---------- SUPPLIED DATA ----------

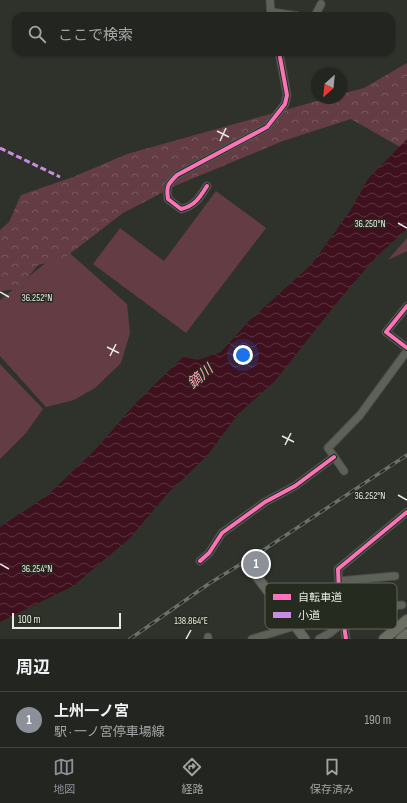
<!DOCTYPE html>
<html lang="ja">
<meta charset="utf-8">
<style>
body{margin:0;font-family:"Sofia Sans Condensed","Noto Sans JP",sans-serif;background:#2f322d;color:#f1f3f6}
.compass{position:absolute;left:311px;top:68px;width:36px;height:36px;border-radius:50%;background:#232620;box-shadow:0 1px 3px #0004;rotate:207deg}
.scale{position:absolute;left:12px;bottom:10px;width:109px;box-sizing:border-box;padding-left:4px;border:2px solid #e7ebe3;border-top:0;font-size:11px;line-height:14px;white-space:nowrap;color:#e7ebe3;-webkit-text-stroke:3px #262b1f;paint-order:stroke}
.you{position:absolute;left:243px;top:355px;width:14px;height:14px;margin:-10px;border:3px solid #fff;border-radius:50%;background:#1a73e8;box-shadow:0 0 0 6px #1a73e833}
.badge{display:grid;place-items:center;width:26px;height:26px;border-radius:50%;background:#8c9099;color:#fff;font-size:13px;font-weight:700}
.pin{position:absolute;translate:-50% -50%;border:2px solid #fff;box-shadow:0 1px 4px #0006}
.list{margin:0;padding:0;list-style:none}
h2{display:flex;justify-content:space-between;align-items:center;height:52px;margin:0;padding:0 16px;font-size:17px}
h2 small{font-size:13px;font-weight:400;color:#a3a5a5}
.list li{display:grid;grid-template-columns:26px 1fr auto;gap:12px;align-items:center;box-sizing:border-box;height:56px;padding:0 16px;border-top:1px solid #40433e}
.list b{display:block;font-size:15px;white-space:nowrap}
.list p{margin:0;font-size:13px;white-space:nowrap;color:#a3a5a5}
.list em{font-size:13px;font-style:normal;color:#a3a5a5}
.icon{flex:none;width:22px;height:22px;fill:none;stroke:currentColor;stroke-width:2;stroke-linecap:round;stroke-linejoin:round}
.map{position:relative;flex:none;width:407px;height:639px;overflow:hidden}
.search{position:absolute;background:#232620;box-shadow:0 1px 3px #0004;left:12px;right:12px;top:12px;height:44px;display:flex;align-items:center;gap:10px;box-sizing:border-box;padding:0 14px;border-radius:12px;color:#a3a5a5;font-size:15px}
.sheet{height:108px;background:#232620}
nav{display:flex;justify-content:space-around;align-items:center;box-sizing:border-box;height:56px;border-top:1px solid #40433e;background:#232620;font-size:11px;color:#a3a5a5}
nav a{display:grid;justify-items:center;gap:2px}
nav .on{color:#8c9099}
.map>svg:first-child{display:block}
.grass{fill:#633c44}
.forest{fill:url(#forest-crowns)}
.water{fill:url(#water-waves)}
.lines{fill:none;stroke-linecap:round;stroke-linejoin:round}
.minor-casing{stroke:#4c4f49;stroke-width:9}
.major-casing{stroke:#4c4f49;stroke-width:11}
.highway-casing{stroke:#4c4f49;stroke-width:12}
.minor{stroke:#5d6158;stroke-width:7}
.major{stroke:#64685e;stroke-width:9}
.highway{stroke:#6a6e63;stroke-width:10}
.rail-casing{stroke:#6d6f6a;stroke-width:3.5}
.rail{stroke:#262b1f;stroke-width:2;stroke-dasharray:6;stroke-linecap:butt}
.quiet{stroke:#ca8be6;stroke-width:3;stroke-dasharray:6 3;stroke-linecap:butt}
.cycleway-casing{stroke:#262b1f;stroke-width:6}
.cycleway{stroke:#fb73b8;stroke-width:4}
.ticks{fill:none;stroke:#e7ebe3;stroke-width:1.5}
.labels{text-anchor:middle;stroke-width:3;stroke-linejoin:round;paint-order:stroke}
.water-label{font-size:14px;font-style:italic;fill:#ffa4b7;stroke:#262b1f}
.key{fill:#262b1f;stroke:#60655a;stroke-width:1}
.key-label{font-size:11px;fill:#e7ebe3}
.ticks-label{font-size:10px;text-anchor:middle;fill:#e7ebe3;stroke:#262b1f;stroke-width:3;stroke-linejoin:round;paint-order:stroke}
</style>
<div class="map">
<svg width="407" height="639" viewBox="0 0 407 639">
<defs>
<pattern id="forest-crowns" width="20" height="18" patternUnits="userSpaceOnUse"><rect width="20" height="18" fill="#633c44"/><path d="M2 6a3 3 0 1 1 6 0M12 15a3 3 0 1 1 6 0" fill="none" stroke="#79585f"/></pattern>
<pattern id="water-waves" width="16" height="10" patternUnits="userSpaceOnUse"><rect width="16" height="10" fill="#3f101e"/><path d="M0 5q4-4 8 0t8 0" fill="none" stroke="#5b333f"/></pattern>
</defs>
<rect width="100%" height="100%" fill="#2f322b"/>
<g class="grass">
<path d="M216,191L266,228L186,333L93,264L120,228L164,261Z"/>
<path d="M64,248L127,304L130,333L121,363L95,388L74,400L46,407L0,356V300Z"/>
<path d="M0,364L43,409L26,433L0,459Z"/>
</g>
<g class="forest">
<path d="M407,63V151L351,119L283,141L177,185L123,213L63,259L38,265L18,289L0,291V230L9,222L21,195L73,177L127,154L299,106L328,98H341V94L364,88Z"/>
<path d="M407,238V251L388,260Z"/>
</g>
<path class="water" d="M407,139V229L376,257L339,300L275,381L238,414L207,456L168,493L129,539L73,586L0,622V527L48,495L96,449L136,403L183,357L198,360L221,352L249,321L312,264L350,211L368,179Z"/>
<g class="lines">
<g class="minor-casing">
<g id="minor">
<path d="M270,0L271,16"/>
<path d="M272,12L298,16"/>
<path d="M315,16L321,4"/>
<path d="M207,186C200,197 195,206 181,209L168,199C166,186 168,184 177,175L267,127L285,104L287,95L279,52"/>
<path d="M407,306L386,332L407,348"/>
<path d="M344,471L328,448L360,415L407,351"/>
<path d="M200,561L209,553L222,533L265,502L295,486L334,457"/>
<path d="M339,581L395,576"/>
<path d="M342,611L402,605"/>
<path d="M208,637V639"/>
<path d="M252,639L295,626"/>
<path d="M319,639L330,633L343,622"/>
<path d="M346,639L339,591L338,569L407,512"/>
</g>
</g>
<g class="major-casing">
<path id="major" d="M254,573L305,639"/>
</g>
<g class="highway-casing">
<g id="highway">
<path d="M384,639L407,620"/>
<path d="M401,639L407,634"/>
</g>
</g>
<use href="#minor" class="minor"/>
<use href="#major" class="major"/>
<use href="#highway" class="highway"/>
<g class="rail-casing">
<path id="rail" d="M130,639L210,583L262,551L407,455"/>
</g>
<use href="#rail" class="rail"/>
<path class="quiet" d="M0,148L60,177"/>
<g class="cycleway-casing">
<g id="cycleway">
<path d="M207,186C200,197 195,206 181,209L168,199C166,186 168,184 177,175L267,127L285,104L287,95L279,52"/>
<path d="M407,306L386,332L407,348"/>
<path d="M200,561L209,553L222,533L265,502L295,486L334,457"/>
<path d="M346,639L339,591L338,569L407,512"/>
</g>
</g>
<use href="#cycleway" class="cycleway"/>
</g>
<path class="ticks" d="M217,131L229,137M220,141L226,128M398,223L407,228M0,292L9,297M107,347L119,353M110,356L116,344M282,436L294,442M285,445L291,433M398,495L407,500M0,564L9,569M186,639L191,630"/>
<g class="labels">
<g class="water-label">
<text transform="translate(200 376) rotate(-41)" y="5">鏑川</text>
</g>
</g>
<rect x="265" y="583" width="132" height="46" rx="6" class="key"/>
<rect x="273" y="594" width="18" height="6" fill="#fb73b8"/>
<rect x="273" y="612" width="18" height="6" fill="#ca8be6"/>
<g class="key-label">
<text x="298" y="601">自転車道</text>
<text x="298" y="619">小道</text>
</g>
<g class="ticks-label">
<text x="370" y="227">36.250°N</text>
<text x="37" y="301">36.252°N</text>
<text x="370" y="499">36.252°N</text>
<text x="37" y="572">36.254°N</text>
<text x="191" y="624">138.864°E</text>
</g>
</svg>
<svg class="compass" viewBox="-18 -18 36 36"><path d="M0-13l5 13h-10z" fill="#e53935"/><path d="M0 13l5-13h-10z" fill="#a3a5a5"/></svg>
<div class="scale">100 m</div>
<div class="you"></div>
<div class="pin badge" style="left:256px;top:564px">1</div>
<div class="search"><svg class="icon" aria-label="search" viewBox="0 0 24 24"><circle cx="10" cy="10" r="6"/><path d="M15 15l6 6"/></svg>ここで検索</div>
</div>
<section class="sheet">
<h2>周辺<small></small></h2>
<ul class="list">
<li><span class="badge">1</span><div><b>上州一ノ宮</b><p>駅 · 一ノ宮停車場線</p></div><em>190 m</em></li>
</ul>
</section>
<nav>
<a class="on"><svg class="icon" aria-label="map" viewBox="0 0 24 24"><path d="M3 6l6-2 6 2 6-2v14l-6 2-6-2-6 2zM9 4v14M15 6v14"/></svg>地図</a>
<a><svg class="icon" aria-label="directions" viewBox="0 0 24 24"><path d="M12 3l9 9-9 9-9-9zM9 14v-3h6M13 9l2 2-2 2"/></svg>経路</a>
<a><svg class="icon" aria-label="saved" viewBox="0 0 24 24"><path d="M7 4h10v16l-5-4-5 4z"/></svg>保存済み</a>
</nav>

----------

- **TASK OBJECTIVE**:
Using the entries above, copy out all lines that contain the string "scale".

- **REPLY TO THE TASK**:
.scale{position:absolute;left:12px;bottom:10px;width:109px;box-sizing:border-box;padding-left:4px;border:2px solid #e7ebe3;border-top:0;font-size:11px;line-height:14px;white-space:nowrap;color:#e7ebe3;-webkit-text-stroke:3px #262b1f;paint-order:stroke}
<div class="scale">100 m</div>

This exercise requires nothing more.